Source: Tallantyre et al, J Magn Reson Imaging 2010; Filippi et al, Neurology, 2010; Calabrese et al, Neurology 2009, Kilsdonk et al, Brain 2013, Harrison et al, JAMA Neurol 2015
‘Thanks to very high spatial and spectral resolution, ultra-high-field MR permits detailed views of the human anatomy and can show precisely the metabolic processes such as those in the brain,’ emphasised Professor Siegfried Trattnig, head of the Excellence Centre for High-Field MR at Vienna’s Medical University. The most important application is neurological illnesses such as epilepsy or multiple sclerosis. Due to the combination of better signal-noise ratios, stronger tissue contrast and higher spatial resolution, things can be seen with 7-Tesla (7-T) that cannot be seen with 3-Tesla (3-T).
Hence many patients in whom lesional focal epilepsy is suspected exhibit inconspicuous findings under 3-T, despite a firm epilepsy protocol. 23 percent of the focal cortical dysplasias — the focal disturbances in the development of the cerebral cortex, often combined with epilepsy — identified using 7-T MR cannot be detected using 3-T-MR. ‘Today the suspicion of lesional focal epilepsy demands a 7-T MR — because, in the case of epilepsy, every lesion counts,’ Trattnig emphasised. With temporal lobe epilepsy, the most common epilepsy syndrome among adults, the neuron loss in the relevant sub-regions can be made visible, a pathological classification performed and even a prognosis of post-operative outcome made.
MRI for multiple sclerosis
MR examinations with 7-T can also better visualise the plaque in grey brain matter that correlates to clinical diagnosis in cases of multiple sclerosis (MS). Furthermore there are cortical MS lesions that can be seen under 7-T but not under 3-T. ‘That’s why it’s so important to correlate these cortical lesions with the clinical symptoms and the progression,’ the professor explained. Beyond that, they are extremely helpful for differential diagnosis: it is uncommon to find cortical lesions in certain illnesses that are easily confused with MS (‘MS mimics’) — such as neuromyelitis optica.

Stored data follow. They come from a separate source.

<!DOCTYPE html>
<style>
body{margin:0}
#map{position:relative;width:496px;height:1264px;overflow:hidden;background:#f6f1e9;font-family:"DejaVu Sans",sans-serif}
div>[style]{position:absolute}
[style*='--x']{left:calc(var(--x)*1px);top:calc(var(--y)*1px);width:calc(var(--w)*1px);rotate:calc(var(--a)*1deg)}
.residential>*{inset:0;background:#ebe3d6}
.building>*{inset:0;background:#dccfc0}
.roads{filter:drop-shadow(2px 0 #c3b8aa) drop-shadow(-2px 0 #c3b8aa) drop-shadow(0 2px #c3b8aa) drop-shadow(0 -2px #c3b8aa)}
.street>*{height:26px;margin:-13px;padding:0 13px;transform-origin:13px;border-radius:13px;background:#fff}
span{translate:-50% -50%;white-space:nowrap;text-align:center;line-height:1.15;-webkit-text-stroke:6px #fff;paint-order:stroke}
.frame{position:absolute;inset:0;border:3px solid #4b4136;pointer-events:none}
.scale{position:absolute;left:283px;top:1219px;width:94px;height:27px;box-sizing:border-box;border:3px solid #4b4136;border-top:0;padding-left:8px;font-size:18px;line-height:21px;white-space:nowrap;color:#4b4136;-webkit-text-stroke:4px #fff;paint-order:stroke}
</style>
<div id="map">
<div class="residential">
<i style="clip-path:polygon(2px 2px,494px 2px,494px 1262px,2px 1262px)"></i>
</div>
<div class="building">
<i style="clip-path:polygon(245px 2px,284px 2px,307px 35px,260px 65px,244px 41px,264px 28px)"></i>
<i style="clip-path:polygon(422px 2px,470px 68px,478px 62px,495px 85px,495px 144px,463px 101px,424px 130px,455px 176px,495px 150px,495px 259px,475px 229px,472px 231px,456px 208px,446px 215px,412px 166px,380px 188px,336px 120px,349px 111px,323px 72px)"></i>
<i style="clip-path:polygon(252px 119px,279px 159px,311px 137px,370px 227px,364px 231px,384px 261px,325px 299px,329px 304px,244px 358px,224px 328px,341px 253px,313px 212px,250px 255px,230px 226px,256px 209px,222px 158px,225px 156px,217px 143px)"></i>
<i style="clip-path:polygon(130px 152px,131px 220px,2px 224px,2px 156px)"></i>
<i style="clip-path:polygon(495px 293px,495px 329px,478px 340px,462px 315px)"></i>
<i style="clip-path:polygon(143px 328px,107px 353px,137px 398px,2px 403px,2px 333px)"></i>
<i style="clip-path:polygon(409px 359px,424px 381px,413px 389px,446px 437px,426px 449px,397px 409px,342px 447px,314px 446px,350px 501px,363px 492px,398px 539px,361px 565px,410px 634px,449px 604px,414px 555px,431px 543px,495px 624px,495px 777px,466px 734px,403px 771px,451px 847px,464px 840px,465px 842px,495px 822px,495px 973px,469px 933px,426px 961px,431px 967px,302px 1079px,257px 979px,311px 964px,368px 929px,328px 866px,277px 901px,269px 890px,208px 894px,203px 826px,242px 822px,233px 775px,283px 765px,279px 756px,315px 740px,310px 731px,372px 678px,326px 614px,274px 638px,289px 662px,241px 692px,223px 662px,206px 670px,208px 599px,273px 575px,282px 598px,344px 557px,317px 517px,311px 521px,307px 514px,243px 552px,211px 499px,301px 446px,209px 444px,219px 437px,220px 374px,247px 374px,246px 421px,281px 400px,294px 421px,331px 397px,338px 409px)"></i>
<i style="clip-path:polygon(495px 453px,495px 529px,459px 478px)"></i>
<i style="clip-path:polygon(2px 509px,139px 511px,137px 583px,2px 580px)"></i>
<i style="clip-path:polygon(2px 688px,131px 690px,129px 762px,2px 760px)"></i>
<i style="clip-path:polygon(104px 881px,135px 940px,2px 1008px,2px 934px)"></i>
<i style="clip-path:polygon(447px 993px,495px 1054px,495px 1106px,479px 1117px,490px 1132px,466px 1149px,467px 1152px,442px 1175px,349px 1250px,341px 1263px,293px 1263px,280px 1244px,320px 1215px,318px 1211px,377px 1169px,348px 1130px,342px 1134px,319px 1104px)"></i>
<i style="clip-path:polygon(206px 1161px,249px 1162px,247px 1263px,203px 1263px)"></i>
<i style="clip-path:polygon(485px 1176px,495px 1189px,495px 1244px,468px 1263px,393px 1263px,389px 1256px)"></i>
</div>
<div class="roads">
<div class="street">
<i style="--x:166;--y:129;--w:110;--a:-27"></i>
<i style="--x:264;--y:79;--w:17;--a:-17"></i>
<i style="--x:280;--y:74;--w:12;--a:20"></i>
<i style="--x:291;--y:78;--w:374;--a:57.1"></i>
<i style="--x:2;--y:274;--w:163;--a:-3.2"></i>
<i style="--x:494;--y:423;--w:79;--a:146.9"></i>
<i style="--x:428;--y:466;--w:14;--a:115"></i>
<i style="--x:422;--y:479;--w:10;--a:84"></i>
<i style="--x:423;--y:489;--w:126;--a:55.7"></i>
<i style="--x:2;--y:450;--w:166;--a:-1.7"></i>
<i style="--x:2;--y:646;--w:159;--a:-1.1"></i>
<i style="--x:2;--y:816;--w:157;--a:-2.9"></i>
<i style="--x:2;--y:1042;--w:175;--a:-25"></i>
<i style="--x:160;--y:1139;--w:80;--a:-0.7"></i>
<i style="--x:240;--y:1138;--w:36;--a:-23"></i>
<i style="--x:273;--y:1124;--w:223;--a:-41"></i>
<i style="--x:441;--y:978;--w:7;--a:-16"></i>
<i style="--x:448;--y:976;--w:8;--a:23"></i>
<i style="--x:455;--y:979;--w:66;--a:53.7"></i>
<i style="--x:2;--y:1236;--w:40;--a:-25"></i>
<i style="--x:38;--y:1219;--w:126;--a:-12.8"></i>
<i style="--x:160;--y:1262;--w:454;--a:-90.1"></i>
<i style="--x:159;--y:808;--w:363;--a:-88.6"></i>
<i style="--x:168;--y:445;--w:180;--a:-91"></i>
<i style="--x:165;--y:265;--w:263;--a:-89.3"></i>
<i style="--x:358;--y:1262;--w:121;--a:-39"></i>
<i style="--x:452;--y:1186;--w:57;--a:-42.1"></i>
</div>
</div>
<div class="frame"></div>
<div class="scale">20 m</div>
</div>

Around 40 percent of MS patients have brain lesions surrounded by iron rings. These are ferrous macrophage seams that surround some inflammation centres. However, only a third of these iron rings, visible with 7-T, can also be detected using 3-T. In Vienna it has been shown that the MS plaques that have an iron ring are slow-growing lesions, signalling progressive MS. ‘The 7-T MR examination offers a chance to evaluate the effectiveness of newly developed medications against chronic progressive MS using imaging,’ Trattnig pointed out. In this case the susceptibility weighted imaging (SWI) with 7-T is used.

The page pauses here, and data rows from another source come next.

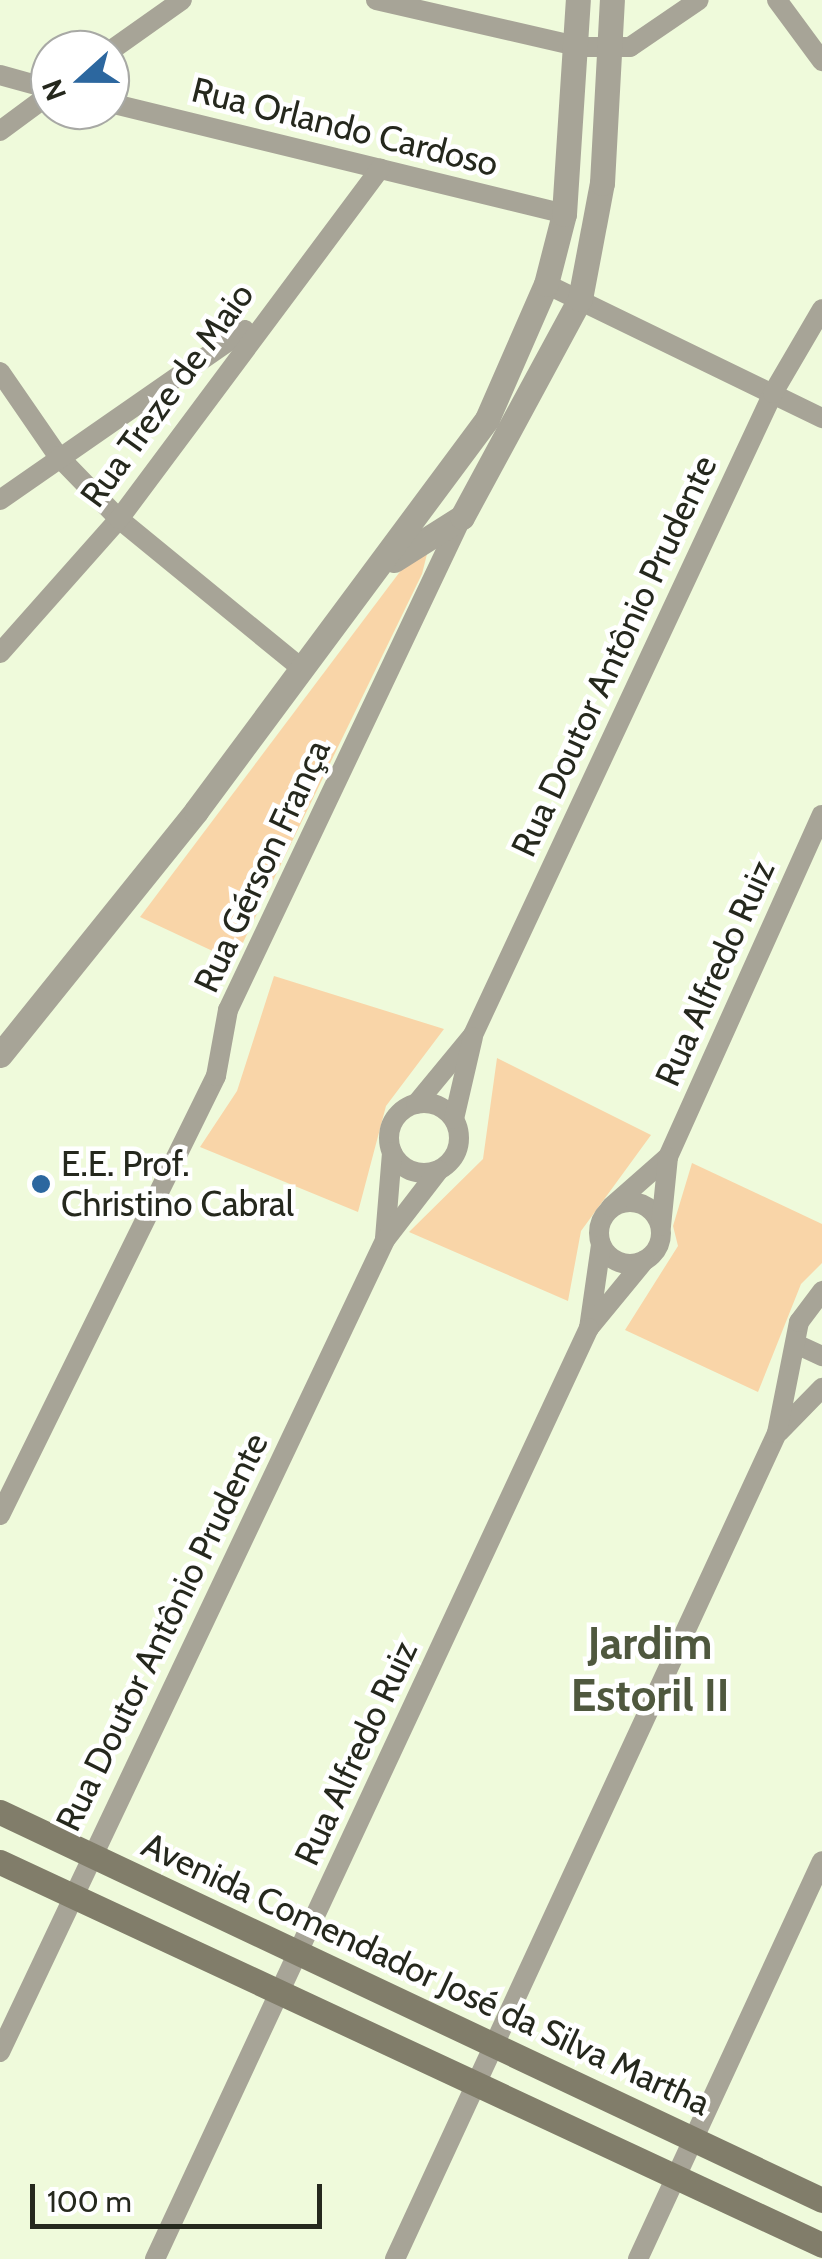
<!DOCTYPE html>
<meta charset="utf-8">
<style>
body{margin:0}
#map{position:relative;width:822px;height:2259px;overflow:hidden;background:#effadb;font-family:Cabin,sans-serif}
div>[style]{position:absolute}
.green>*{inset:0;background:#f9d5a8}
.minor>*{height:20px;margin:-10px;padding:0 10px;transform-origin:10px;border-radius:10px;background:#a7a497}
.minor>.ring{margin:-10px;padding:0;box-sizing:content-box;background:none;border:20px solid #a7a497;border-radius:50%}
.tertiary>*{height:25px;margin:-12.5px;padding:0 12.5px;transform-origin:12.5px;border-radius:12.5px;background:#a7a497}
.secondary>*{height:25px;margin:-12.5px;padding:0 12.5px;transform-origin:12.5px;border-radius:12.5px;background:#817d6a}
.dots>*{width:28px;height:28px;translate:-50% -50%;box-sizing:border-box;border:5px solid #fff;border-radius:50%}
span{translate:-50% -50%;white-space:nowrap;text-align:center;line-height:1.15;-webkit-text-stroke:9px #fff;paint-order:stroke}
.street-label{font-size:35px;color:#25281d}
.poi-label{font-size:35px;color:#25281d}
.left{translate:0 -50%;text-align:left}
.district-label{font-size:45px;color:#4f583e;font-weight:700}
.north{position:absolute;left:30px;top:30px;width:100px;height:100px;box-sizing:border-box;background:#fff;border:2px solid #a8a9a5;border-radius:50%;rotate:249deg;font-size:28px;font-weight:700;line-height:40px;text-align:center;color:#25281d}
.north::after{content:'';display:block;margin:auto;width:35px;height:45px;background:#2c679f;clip-path:polygon(50% 0,100% 100%,50% 72%,0 100%)}
.scale{position:absolute;left:30px;top:2184px;width:292px;height:45px;box-sizing:border-box;border:5px solid #25281d;border-top:0;padding-left:12px;font-size:30px;line-height:35px;white-space:nowrap;color:#25281d;-webkit-text-stroke:8px #fff;paint-order:stroke}
</style>
<div id="map">
<div class="green">
<i style="clip-path:polygon(417px 549px,427px 554px,422px 574px,234px 961px,140px 917px)"></i>
<i style="clip-path:polygon(274px 976px,444px 1029px,386px 1106px,358px 1212px,200px 1147px,237px 1091px)"></i>
<i style="clip-path:polygon(497px 1058px,651px 1135px,581px 1231px,568px 1301px,409px 1232px,483px 1159px)"></i>
<i style="clip-path:polygon(692px 1163px,822px 1224px,822px 1263px,801px 1284px,758px 1392px,625px 1330px,678px 1246px,673px 1226px)"></i>
</div>
<div class="minor">
<i style="left:376px;top:0;width:210px;rotate:12.9deg"></i>
<i style="left:581px;top:47px;width:49px"></i>
<i style="left:630px;top:47px;width:83px;rotate:-34.3deg"></i>
<i style="left:777px;top:0;width:76px;rotate:53.6deg"></i>
<i style="left:110px;top:51px;width:88px;rotate:-35.3deg"></i>
<i style="left:0;top:75px;width:52px;rotate:15.6deg"></i>
<i style="left:110px;top:103px;width:467px;rotate:13.7deg"></i>
<i style="left:0;top:131px;width:62px;rotate:-36.5deg"></i>
<i style="left:546px;top:284px;width:307px;rotate:25.9deg"></i>
<i style="left:0;top:372px;width:102px;rotate:55.4deg"></i>
<i style="left:58px;top:456px;width:88px;rotate:45.9deg"></i>
<i style="left:119px;top:519px;width:237px;rotate:39.3deg"></i>
<i style="left:0;top:500px;width:298px;rotate:-34.8deg"></i>
<i style="left:0;top:653px;width:179px;rotate:-48.4deg"></i>
<i style="left:119px;top:519px;width:437px;rotate:-53.3deg"></i>
<i class="ring" style="left:389px;top:1103px;width:50px;height:50px"></i>
<i style="left:416px;top:1104px;width:89px;rotate:-50.4deg"></i>
<i style="left:473px;top:1035px;width:709px;rotate:-64.95deg"></i>
<i style="left:773px;top:393px;width:97px;rotate:-59.7deg"></i>
<i style="left:454px;top:1119px;width:84px;rotate:-77deg"></i>
<i class="ring" style="left:599px;top:1202px;width:42px;height:42px"></i>
<i style="left:611px;top:1207px;width:76px;rotate:-41.3deg"></i>
<i style="left:668px;top:1157px;width:375px;rotate:-65.8deg"></i>
<i style="left:661px;top:1226px;width:69px;rotate:-84.2deg"></i>
<i style="left:385px;top:1238px;width:86px;rotate:-85.3deg"></i>
<i style="left:601px;top:1245px;width:84px;rotate:98.2deg"></i>
<i style="left:589px;top:1328px;width:87px;rotate:-50.6deg"></i>
<i style="left:796px;top:1344px;width:29px;rotate:25deg"></i>
<i style="left:779px;top:1432px;width:62px;rotate:-45.7deg"></i>
<i style="left:0;top:1515px;width:489px;rotate:-63.8deg"></i>
<i style="left:216px;top:1076px;width:67px;rotate:-79.7deg"></i>
<i style="left:228px;top:1010px;width:546px;rotate:-64.61deg"></i>
<i style="left:0;top:2052px;width:899px;rotate:-64.63deg"></i>
<i style="left:385px;top:1240px;width:88px;rotate:-52.4deg"></i>
<i style="left:155px;top:2259px;width:1027px;rotate:-65.01deg"></i>
<i style="left:395px;top:2259px;width:910px;rotate:-65.18deg"></i>
<i style="left:777px;top:1433px;width:113px;rotate:-78.8deg"></i>
<i style="left:799px;top:1322px;width:39px;rotate:-53deg"></i>
<i style="left:638px;top:2259px;width:438px;rotate:-65.2deg"></i>
</div>
<div class="tertiary">
<i style="left:394px;top:560px;width:80px;rotate:-32.3deg"></i>
<i style="left:462px;top:517px;width:248px;rotate:-61.6deg"></i>
<i style="left:580px;top:299px;width:118px;rotate:-79.3deg"></i>
<i style="left:602px;top:183px;width:183px;rotate:-86.9deg"></i>
<i style="left:0;top:1055px;width:313px;rotate:-51.2deg"></i>
<i style="left:196px;top:811px;width:488px;rotate:-53.4deg"></i>
<i style="left:487px;top:419px;width:147px;rotate:-66.4deg"></i>
<i style="left:546px;top:284px;width:72px;rotate:-75.6deg"></i>
<i style="left:564px;top:214px;width:214px;rotate:-86.3deg"></i>
</div>
<div class="secondary">
<i style="left:0;top:1812px;width:909px;rotate:25.27deg"></i>
<i style="left:0;top:1862px;width:907px;rotate:24.98deg"></i>
</div>
<div class="dots">
<i style="left:41px;top:1184px;background:#2c679f"></i>
</div>
<div class="street-label">
<span style="left:345px;top:127px;rotate:14deg">Rua Orlando Cardoso</span>
<span style="left:167px;top:395px;rotate:-54deg">Rua Treze de Maio</span>
<span style="left:614px;top:656px;rotate:-65deg">Rua Doutor Antônio Prudente</span>
<span style="left:262px;top:866px;rotate:-65deg">Rua Gérson França</span>
<span style="left:715px;top:973px;rotate:-66deg">Rua Alfredo Ruiz</span>
<span style="left:162px;top:1632px;rotate:-64deg">Rua Doutor Antônio Prudente</span>
<span style="left:356px;top:1753px;rotate:-65deg">Rua Alfredo Ruiz</span>
<span style="left:426px;top:1974px;rotate:25deg">Avenida Comendador José da Silva Martha</span>
</div>
<div class="poi-label">
<span class="left" style="left:61px;top:1184px">E.E. Prof.<br>Christino Cabral</span>
</div>
<div class="district-label">
<span style="left:650px;top:1670px">Jardim<br>Estoril II</span>
</div>
<div class="north">N</div>
<div class="scale">100 m</div>
</div>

Ultra-high-field MR also permits pretty detailed metabolic imaging. ‘With a resolution less that one millimetre, we already see anatomical information in the metabolic maps,’ Trattnig said. Using so-called Patch-based Super-Resolution, the metabolic activity even inside small tumours can be rendered visible, such as with brain tumours that lie on the boundary between the cortex and core. Post-operative examination can render a good image of metabolic activities as an indicator of relapsing tumours around the resection zone, especially choline, a marker for tumour cell proliferation, as well as glutamine, which serves as a significant energy metabolite in some types of cancer. ‘Here we have a good correlation with PET maps,’ Trattnig said, ‘but the 7-T MR maps show many more structural details.’
Among other things, this is of clinical significance since, in the past years, it has been found that glutamine is an essential precursor for the metabolism of cancer cells. Using 7-T FID-MRSI (FID=free induction decay, MRSI= magnetic resonance spectroscopic imaging) it is possible to distinguish the amino acid glutamine from chemically similar glutamate—the most important neurotransmitter in the central nervous system — thanks to the higher spectral resolution of the corresponding maps. ‘Under 7-T, seven of the new metabolites in the central nervous system can be reliably mapped over the entire layer, under 3-T only three can be,’ Trattnig explained. One reason the maps, generated using FID-MRSI, are better is because they enable, among other things, a more exact tumour grading and hence a better targeted biopsy.
Professor of Radiology Siegfried Trattnig specialises in high-field magnetic resonance use at Vienna’s Medical University. In 2000 he became medical director of the high-field MR research scanner and, since its establishment in 2003, of the high-field MR Centre (HFMRC) of MedUni Vienna. A member of more than 50 committees in international radiology, orthopaedic and MR societies, he has over 480 technical articles to his name.